TASK DATA
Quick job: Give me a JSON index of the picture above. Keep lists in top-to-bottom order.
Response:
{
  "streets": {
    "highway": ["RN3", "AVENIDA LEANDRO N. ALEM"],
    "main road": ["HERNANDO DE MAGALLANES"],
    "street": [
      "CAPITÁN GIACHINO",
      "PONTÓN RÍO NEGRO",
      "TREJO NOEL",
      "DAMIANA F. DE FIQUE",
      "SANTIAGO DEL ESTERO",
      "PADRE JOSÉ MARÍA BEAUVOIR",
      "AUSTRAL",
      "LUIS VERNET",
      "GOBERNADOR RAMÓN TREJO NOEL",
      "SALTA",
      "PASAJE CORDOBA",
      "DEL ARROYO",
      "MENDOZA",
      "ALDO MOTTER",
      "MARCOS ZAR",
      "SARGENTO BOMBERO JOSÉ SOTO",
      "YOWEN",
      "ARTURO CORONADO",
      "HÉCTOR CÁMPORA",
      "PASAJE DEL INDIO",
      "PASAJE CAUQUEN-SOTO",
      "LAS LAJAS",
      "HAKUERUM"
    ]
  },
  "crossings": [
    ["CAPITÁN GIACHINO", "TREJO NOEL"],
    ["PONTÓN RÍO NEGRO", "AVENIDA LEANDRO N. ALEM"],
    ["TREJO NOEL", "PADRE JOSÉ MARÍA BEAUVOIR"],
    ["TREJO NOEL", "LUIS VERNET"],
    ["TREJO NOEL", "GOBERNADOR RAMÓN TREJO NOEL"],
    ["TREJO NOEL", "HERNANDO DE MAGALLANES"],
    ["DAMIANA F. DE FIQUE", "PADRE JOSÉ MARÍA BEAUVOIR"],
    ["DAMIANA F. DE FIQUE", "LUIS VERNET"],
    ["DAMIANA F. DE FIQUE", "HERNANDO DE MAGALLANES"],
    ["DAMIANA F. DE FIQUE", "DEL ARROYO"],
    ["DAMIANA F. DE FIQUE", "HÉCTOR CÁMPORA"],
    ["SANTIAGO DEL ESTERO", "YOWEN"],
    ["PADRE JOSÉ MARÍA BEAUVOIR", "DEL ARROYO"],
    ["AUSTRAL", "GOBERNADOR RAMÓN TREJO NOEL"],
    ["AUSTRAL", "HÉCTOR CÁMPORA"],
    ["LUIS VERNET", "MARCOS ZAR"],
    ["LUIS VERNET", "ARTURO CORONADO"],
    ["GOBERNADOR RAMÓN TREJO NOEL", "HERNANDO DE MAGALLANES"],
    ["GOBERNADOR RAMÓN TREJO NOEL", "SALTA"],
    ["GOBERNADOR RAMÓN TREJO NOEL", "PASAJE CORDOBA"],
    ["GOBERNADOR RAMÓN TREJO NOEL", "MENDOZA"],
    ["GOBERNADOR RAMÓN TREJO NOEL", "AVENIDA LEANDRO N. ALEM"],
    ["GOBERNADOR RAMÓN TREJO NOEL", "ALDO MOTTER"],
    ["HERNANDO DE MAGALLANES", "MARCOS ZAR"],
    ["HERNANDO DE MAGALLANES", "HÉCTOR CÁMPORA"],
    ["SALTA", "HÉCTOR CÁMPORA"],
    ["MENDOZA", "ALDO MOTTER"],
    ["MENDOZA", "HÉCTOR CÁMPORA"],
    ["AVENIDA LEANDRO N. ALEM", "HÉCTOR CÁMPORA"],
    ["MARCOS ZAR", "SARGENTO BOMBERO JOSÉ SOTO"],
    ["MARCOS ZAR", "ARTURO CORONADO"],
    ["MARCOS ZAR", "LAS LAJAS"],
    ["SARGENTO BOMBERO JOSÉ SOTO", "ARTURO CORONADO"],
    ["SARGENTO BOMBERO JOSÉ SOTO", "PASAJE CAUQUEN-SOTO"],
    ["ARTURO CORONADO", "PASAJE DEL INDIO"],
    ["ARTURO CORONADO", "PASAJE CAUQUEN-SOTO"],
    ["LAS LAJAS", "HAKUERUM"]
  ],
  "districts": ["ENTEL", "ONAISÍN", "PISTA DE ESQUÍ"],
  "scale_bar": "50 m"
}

EXERCISE BRIEF
Your reply must be one number: how many lines of the material hold the string "ESTERO".

RESPONSE AREA
2